Regression results for pop_white0:
Coefficients: [-0.89283868]
R-squared: 0.0025944159798840793

Regression results for pop_black0:
Coefficients: [-28.52947575]
R-squared: 0.3072055994482461

Regression results for Median income (dollar):
Coefficients: [-334.69516267]
R-squared: 0.14918416075012864

Regression results for unemployment_rate:
Coefficients: [0.00061087]
R-squared: 0.020586971056143155

5. Conclusion

The changes are found in demographic, economic, and physical aspects in Detroit City as well as in SNF Neighborhoods.
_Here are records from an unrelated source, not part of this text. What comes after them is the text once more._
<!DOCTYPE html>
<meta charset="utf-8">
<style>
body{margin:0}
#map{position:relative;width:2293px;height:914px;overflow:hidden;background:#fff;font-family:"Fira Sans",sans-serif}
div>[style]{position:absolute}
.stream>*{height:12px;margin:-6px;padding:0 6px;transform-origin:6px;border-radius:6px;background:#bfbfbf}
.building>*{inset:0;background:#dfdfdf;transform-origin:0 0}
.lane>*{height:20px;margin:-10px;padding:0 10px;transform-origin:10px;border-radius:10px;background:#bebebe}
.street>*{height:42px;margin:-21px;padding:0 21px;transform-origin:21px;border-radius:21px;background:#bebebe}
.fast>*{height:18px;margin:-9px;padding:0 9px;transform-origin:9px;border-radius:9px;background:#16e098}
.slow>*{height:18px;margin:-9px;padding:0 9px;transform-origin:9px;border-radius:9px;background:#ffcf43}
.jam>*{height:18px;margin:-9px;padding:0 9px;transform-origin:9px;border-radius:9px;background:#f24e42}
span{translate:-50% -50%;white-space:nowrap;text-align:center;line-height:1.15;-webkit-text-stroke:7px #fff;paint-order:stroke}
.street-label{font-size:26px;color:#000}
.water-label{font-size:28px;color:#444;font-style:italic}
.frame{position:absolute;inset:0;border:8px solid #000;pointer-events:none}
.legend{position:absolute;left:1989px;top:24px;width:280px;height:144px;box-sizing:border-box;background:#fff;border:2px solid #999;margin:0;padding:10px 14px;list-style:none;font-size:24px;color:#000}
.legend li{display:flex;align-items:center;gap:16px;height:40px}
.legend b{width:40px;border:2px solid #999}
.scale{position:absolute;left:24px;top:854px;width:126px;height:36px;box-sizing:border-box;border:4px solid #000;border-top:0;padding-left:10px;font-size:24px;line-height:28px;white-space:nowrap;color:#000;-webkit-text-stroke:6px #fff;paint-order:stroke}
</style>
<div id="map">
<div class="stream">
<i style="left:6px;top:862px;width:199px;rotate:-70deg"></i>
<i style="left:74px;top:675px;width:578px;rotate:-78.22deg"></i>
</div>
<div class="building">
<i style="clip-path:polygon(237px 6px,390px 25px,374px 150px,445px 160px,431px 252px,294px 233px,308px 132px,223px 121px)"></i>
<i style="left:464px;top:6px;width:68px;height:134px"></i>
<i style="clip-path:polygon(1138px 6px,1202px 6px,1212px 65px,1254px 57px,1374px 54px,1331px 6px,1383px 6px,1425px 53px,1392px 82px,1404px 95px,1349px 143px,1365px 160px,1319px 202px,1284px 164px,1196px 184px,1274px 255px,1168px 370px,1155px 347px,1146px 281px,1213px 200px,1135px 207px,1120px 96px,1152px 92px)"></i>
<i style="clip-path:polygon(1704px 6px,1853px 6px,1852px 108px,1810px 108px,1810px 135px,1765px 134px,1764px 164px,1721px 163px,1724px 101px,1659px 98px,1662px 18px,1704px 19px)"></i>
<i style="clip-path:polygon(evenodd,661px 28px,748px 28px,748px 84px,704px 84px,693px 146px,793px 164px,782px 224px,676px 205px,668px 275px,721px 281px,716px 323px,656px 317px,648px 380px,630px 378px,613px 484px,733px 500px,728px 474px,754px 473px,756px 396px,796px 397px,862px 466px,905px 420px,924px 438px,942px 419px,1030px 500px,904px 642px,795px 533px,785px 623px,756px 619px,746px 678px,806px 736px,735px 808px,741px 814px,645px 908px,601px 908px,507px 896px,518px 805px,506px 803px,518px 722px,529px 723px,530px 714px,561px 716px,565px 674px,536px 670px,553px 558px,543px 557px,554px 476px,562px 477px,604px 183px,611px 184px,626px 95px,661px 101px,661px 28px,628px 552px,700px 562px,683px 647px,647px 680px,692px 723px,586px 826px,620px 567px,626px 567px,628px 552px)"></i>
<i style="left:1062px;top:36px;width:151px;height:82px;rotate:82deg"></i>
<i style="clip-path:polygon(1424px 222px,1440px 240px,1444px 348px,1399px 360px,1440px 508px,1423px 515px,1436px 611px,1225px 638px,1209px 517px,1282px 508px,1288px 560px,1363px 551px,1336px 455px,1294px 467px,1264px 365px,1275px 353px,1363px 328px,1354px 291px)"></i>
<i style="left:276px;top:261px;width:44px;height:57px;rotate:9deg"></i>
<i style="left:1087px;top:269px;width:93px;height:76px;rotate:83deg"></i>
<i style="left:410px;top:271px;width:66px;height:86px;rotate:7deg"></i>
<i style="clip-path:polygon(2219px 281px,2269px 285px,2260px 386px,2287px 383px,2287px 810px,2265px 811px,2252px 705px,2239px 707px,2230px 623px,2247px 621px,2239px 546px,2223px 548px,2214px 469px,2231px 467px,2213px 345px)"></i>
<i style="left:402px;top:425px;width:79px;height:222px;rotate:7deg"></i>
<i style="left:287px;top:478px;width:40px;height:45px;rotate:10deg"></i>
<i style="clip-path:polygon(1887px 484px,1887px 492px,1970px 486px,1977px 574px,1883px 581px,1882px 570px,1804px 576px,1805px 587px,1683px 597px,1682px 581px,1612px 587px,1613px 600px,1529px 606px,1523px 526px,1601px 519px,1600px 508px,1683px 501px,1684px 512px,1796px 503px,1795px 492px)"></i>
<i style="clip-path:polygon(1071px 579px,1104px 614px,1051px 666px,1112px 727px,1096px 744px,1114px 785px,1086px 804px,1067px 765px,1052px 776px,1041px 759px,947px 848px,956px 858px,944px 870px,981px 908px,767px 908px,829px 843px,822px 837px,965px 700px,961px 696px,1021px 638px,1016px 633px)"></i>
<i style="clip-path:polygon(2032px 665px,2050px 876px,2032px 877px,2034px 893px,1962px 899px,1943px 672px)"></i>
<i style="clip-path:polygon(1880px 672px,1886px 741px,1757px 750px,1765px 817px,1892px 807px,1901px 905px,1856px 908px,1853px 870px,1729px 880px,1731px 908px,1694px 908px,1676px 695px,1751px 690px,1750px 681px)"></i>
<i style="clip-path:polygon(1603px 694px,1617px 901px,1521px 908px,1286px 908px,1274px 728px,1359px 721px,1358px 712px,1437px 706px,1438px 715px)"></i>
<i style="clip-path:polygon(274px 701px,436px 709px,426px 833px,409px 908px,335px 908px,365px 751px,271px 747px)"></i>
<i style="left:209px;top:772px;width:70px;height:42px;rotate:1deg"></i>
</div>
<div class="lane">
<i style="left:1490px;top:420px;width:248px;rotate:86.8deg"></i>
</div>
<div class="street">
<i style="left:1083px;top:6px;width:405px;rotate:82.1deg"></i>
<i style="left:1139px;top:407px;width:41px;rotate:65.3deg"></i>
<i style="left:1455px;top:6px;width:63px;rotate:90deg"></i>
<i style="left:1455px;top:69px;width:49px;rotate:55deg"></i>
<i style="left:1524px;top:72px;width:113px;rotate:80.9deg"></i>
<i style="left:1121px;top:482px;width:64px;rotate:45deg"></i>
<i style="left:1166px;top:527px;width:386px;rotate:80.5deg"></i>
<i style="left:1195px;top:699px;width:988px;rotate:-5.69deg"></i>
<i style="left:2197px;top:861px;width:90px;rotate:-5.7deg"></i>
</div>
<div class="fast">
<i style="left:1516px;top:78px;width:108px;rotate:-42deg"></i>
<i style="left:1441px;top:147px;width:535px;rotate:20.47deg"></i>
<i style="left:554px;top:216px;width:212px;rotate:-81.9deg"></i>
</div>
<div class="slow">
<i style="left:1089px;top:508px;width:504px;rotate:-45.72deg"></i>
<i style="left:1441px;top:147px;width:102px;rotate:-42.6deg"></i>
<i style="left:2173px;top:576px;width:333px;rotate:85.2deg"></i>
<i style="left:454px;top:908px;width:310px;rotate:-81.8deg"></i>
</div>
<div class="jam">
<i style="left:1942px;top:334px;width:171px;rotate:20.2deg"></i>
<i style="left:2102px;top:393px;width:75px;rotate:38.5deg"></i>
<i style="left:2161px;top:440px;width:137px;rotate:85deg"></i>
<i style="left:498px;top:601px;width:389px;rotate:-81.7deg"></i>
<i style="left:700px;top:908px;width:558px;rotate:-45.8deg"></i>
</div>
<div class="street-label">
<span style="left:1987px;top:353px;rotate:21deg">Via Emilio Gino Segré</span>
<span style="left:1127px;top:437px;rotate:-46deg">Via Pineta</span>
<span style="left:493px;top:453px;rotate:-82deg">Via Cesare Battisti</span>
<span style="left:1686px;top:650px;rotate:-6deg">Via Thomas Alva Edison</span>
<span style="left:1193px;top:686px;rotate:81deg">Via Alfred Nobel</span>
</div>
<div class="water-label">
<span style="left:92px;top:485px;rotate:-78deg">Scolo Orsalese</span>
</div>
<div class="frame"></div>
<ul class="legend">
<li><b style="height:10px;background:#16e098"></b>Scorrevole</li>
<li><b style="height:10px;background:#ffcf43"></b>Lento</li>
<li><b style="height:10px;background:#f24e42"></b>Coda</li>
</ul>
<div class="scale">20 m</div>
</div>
Total population is relatively decrease in entire Detroit City but some SNF neighborhoods exhibit a slight increase in population which are Warrendale, Livernois, and Campau. In racial composition, Black residents appeared to dominate and the increase in black communities occurs nearly in entire neighborhoods, while white residents tend to decrease except in Campau, Islandview, and Livernois. The median household income is increasing nearly in whole Detroit City. Of the ten SNF neighborhoods, the most significant increase can be found in the Jefferson neighborhood.

Conversely, the unemployment rate appeared to decrease in 2022 where a lower unemployment rate indicates that fewer people are without jobs. No particular neighborhood shows a noticeable or significant change in this variable. In physical aspect, the vacancy index has significantly increased from 2014 to 2022 in entire parts of Detroit City. The most visible rise can be found in the center and east parts of Detroit where more than 50% of their structures are vacant. Islandview and Jefferson's neighborhood are two noticeable places in this variable.

The additional analysis, regression, showed that all variables have lower significance to building vacancy. However, the direction of the relationship between population, white race, black race, and median household income is found to be negative with building vacancy, while the unemployment rate has a positive relationship.